• **WORK ITEM**: Filter this material down to the lines that hold "NINOS", copying each one.

++++++++++

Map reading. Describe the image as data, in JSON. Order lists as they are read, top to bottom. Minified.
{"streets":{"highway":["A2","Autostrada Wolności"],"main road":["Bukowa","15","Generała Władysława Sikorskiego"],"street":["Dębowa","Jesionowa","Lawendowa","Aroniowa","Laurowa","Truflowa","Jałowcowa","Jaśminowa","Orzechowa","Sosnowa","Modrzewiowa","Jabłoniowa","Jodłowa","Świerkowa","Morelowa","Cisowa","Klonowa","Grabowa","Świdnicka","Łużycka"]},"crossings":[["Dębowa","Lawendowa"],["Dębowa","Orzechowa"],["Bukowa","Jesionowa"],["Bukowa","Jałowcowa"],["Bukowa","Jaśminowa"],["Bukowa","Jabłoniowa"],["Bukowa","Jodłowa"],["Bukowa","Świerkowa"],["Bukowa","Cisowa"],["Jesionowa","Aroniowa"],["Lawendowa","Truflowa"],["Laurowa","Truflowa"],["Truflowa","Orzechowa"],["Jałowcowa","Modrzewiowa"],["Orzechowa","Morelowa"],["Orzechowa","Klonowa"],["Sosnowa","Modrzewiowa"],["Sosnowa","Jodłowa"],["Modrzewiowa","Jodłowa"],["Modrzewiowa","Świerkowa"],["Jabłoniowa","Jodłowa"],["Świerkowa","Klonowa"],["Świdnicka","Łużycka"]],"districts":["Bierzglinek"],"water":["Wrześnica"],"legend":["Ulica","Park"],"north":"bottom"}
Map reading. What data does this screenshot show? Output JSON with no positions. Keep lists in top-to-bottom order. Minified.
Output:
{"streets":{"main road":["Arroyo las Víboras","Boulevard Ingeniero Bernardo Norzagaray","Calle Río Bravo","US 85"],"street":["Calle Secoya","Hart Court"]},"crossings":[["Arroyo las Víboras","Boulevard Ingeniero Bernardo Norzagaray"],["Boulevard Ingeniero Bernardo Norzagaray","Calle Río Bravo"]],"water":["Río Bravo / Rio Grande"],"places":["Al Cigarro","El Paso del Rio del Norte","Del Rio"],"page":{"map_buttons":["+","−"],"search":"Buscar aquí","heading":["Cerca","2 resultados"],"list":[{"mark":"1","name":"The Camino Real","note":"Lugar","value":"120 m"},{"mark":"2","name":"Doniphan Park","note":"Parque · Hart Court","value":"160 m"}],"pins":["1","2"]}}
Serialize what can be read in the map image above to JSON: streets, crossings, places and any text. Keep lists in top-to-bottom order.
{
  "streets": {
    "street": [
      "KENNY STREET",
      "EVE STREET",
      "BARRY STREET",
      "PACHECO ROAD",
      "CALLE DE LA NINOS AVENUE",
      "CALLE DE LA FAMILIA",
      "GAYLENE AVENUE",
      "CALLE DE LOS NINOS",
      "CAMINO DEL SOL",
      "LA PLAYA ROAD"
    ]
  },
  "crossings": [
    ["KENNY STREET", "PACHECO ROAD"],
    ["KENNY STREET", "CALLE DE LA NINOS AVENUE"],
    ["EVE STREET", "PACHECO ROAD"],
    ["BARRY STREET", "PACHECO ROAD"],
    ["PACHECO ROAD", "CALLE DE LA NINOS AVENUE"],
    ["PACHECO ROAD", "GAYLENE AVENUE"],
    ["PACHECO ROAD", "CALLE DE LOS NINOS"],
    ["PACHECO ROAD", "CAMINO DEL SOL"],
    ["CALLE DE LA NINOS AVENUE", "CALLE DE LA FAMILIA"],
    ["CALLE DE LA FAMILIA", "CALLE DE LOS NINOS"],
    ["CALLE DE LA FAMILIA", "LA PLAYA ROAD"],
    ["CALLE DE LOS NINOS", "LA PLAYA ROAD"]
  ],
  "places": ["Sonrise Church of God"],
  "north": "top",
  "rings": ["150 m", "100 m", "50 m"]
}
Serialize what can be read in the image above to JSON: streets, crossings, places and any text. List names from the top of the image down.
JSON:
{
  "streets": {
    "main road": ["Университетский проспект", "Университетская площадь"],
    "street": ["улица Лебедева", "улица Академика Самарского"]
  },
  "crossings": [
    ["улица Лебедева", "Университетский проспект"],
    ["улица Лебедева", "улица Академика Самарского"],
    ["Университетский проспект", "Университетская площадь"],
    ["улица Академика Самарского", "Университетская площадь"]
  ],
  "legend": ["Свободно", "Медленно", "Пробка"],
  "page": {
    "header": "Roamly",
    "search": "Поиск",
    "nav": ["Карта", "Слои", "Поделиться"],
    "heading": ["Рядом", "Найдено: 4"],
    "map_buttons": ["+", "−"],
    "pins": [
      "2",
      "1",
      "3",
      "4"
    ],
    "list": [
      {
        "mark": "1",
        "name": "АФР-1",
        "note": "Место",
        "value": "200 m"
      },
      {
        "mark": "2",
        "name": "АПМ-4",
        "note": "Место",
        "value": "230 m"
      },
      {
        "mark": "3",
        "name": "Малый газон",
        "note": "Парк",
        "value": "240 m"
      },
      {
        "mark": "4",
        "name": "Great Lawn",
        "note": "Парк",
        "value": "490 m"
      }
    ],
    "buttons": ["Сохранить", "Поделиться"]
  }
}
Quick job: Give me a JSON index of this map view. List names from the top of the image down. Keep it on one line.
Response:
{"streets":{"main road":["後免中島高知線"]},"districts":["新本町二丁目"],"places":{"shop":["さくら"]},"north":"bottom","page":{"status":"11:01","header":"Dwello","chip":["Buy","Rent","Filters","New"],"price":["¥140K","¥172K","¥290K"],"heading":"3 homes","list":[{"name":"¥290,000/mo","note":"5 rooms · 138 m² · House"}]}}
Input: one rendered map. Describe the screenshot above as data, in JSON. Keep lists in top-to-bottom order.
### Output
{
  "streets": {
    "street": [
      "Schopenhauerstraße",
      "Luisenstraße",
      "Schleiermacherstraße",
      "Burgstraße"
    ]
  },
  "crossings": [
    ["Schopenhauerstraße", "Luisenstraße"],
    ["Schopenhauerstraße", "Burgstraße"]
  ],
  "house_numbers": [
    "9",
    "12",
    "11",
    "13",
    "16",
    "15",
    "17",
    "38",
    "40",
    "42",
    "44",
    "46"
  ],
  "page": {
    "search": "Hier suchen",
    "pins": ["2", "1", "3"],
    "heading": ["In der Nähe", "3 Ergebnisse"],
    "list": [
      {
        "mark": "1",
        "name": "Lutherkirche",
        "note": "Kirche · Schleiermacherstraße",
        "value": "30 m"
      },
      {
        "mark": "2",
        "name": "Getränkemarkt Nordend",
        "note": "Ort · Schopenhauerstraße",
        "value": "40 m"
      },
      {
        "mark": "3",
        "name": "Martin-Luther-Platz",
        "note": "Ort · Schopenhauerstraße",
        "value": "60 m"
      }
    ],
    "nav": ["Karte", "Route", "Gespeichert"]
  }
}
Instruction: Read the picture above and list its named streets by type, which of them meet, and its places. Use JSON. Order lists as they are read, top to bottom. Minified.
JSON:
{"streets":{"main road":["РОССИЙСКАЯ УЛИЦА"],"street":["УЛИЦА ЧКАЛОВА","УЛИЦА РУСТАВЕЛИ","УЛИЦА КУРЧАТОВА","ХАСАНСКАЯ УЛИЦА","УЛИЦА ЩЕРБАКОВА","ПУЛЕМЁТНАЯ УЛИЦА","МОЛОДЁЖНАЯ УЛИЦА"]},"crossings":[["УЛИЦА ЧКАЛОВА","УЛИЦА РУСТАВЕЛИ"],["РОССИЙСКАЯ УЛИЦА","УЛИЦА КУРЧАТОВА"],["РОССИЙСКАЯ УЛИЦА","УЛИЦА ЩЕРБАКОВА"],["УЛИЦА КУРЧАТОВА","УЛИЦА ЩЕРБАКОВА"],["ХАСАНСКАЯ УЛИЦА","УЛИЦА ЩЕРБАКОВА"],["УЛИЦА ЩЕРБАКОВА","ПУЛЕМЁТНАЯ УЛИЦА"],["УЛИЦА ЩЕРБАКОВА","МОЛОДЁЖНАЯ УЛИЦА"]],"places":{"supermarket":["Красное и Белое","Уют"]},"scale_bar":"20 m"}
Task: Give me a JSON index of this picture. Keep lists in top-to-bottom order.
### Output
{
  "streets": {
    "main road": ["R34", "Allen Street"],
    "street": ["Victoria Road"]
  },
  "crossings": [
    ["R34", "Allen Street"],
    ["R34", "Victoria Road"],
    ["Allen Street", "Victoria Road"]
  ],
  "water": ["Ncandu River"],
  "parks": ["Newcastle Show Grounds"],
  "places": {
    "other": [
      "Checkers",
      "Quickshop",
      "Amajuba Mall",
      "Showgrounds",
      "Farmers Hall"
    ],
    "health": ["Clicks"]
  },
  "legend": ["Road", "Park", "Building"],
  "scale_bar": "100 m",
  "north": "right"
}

++++++++++

• **SOLVED PROBLEM**:
      "CALLE DE LA NINOS AVENUE",
      "CALLE DE LOS NINOS",
    ["KENNY STREET", "CALLE DE LA NINOS AVENUE"],
    ["PACHECO ROAD", "CALLE DE LA NINOS AVENUE"],
    ["PACHECO ROAD", "CALLE DE LOS NINOS"],
    ["CALLE DE LA NINOS AVENUE", "CALLE DE LA FAMILIA"],
    ["CALLE DE LA FAMILIA", "CALLE DE LOS NINOS"],
    ["CALLE DE LOS NINOS", "LA PLAYA ROAD"]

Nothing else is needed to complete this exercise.